Report every line below that has the string "JSON" in it.

#### [Raw data]
====================
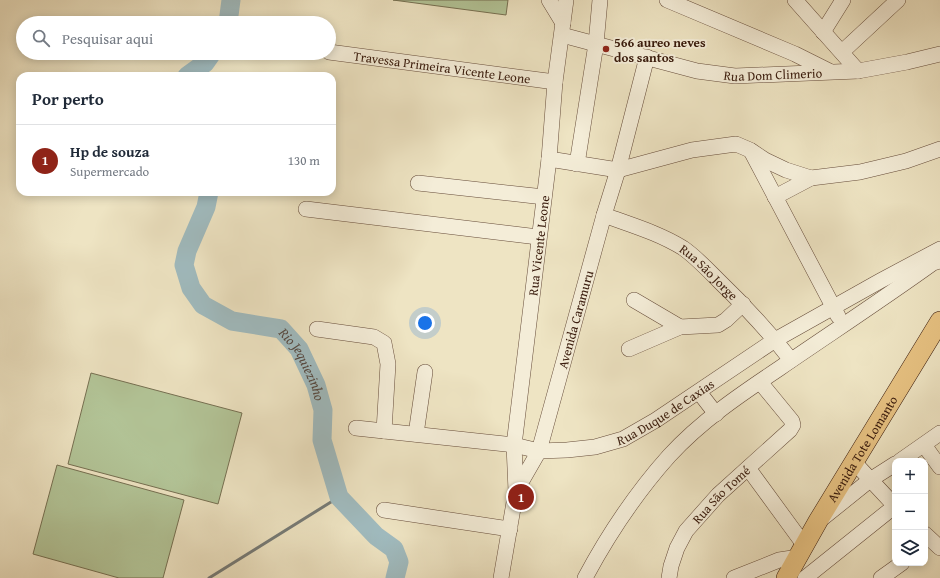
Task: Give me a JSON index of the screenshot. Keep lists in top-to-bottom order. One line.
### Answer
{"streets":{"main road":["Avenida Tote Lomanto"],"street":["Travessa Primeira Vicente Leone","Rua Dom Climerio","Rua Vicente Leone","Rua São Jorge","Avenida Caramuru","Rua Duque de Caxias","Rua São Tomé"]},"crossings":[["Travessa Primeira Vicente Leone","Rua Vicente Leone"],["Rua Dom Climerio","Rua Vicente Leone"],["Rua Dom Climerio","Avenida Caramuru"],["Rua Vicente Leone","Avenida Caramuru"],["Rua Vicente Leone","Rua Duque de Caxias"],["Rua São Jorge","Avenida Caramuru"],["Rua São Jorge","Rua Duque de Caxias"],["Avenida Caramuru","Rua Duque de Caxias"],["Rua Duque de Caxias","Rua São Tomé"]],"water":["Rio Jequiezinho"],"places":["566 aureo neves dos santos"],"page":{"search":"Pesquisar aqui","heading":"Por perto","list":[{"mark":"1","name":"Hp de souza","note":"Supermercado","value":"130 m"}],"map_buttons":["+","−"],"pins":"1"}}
====================
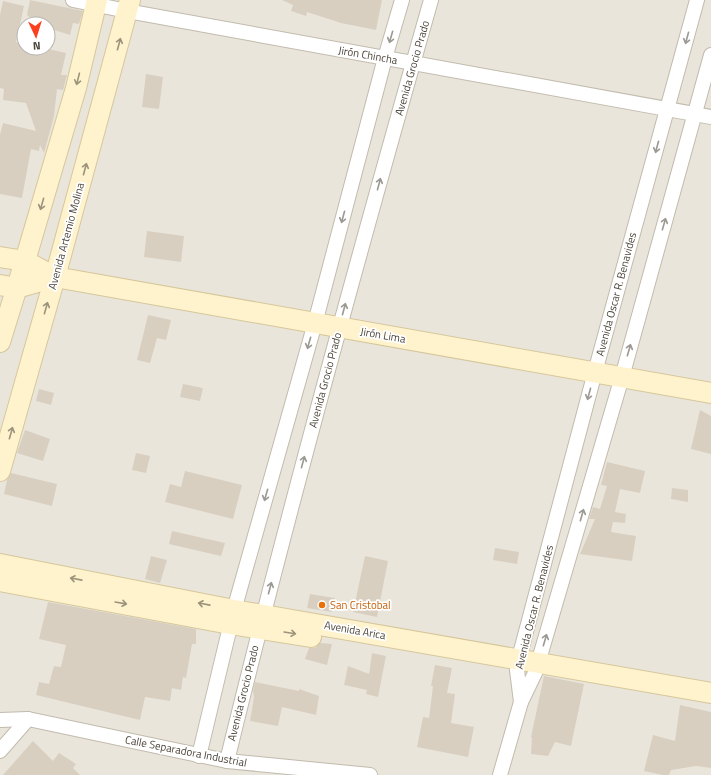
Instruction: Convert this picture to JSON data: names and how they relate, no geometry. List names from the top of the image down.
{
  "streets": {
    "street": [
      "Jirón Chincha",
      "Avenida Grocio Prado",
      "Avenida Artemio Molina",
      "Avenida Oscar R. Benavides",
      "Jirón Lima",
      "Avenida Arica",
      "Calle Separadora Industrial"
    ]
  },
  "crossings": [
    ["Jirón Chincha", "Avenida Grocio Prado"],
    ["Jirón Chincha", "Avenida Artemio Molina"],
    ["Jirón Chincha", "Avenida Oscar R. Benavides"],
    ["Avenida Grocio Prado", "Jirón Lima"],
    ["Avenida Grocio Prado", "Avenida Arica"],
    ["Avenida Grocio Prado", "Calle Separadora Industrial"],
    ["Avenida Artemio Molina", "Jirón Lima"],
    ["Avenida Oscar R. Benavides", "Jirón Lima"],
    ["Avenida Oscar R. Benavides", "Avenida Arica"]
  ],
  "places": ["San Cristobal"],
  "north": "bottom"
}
====================
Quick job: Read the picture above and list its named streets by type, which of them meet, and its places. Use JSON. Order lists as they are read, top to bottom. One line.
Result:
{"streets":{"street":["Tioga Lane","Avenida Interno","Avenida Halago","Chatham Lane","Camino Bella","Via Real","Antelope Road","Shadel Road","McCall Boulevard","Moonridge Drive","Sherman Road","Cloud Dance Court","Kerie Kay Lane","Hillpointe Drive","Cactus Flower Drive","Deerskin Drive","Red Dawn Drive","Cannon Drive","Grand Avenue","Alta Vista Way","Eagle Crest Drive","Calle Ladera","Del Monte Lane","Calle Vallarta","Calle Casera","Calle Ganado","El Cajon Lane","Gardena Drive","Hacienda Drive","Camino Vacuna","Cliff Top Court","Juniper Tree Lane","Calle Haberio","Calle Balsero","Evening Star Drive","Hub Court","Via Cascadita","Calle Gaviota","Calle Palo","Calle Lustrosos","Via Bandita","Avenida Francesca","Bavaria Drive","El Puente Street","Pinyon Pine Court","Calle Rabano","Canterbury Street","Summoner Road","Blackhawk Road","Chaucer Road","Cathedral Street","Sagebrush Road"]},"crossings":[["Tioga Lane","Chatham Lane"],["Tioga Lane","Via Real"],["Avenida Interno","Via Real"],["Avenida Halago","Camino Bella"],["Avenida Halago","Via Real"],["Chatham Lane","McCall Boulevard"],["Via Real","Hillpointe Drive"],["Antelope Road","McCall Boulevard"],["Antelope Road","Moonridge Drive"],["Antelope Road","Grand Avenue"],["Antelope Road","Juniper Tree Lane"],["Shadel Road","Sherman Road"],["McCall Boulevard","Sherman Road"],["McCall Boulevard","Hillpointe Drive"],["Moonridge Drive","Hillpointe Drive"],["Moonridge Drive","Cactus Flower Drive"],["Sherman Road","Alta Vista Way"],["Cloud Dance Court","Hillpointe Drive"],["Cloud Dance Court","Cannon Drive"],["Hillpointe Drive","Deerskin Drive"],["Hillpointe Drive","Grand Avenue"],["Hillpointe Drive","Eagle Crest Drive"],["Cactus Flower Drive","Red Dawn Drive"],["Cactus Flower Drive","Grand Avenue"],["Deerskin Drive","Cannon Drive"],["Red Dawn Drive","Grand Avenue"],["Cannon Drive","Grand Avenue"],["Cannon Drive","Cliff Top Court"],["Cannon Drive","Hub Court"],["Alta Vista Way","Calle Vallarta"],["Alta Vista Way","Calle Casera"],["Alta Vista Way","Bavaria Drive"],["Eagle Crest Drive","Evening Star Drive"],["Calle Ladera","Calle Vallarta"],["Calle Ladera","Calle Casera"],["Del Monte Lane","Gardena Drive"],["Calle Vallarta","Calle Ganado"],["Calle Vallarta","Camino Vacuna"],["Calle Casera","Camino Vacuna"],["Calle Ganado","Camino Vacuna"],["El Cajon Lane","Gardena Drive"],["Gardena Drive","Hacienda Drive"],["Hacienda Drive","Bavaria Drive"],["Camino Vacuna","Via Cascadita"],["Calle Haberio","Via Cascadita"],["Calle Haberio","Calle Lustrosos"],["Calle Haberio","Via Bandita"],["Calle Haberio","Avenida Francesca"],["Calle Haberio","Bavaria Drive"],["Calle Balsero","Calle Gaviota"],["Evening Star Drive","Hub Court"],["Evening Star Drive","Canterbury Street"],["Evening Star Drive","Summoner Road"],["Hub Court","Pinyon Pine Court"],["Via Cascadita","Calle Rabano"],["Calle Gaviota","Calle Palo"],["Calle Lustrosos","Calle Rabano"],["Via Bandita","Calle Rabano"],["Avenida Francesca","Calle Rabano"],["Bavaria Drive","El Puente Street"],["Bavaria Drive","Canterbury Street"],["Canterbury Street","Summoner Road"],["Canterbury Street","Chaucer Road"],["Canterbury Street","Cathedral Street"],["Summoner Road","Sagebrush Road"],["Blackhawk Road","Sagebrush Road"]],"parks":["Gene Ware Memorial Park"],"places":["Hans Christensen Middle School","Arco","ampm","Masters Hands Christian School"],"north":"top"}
====================
#### [Exercise result]
Task: Give me a JSON index of the screenshot. Keep lists in top-to-bottom order. One line.
Instruction: Convert this picture to JSON data: names and how they relate, no geometry. List names from the top of the image down.
Quick job: Read the picture above and list its named streets by type, which of them meet, and its places. Use JSON. Order lists as they are read, top to bottom. One line.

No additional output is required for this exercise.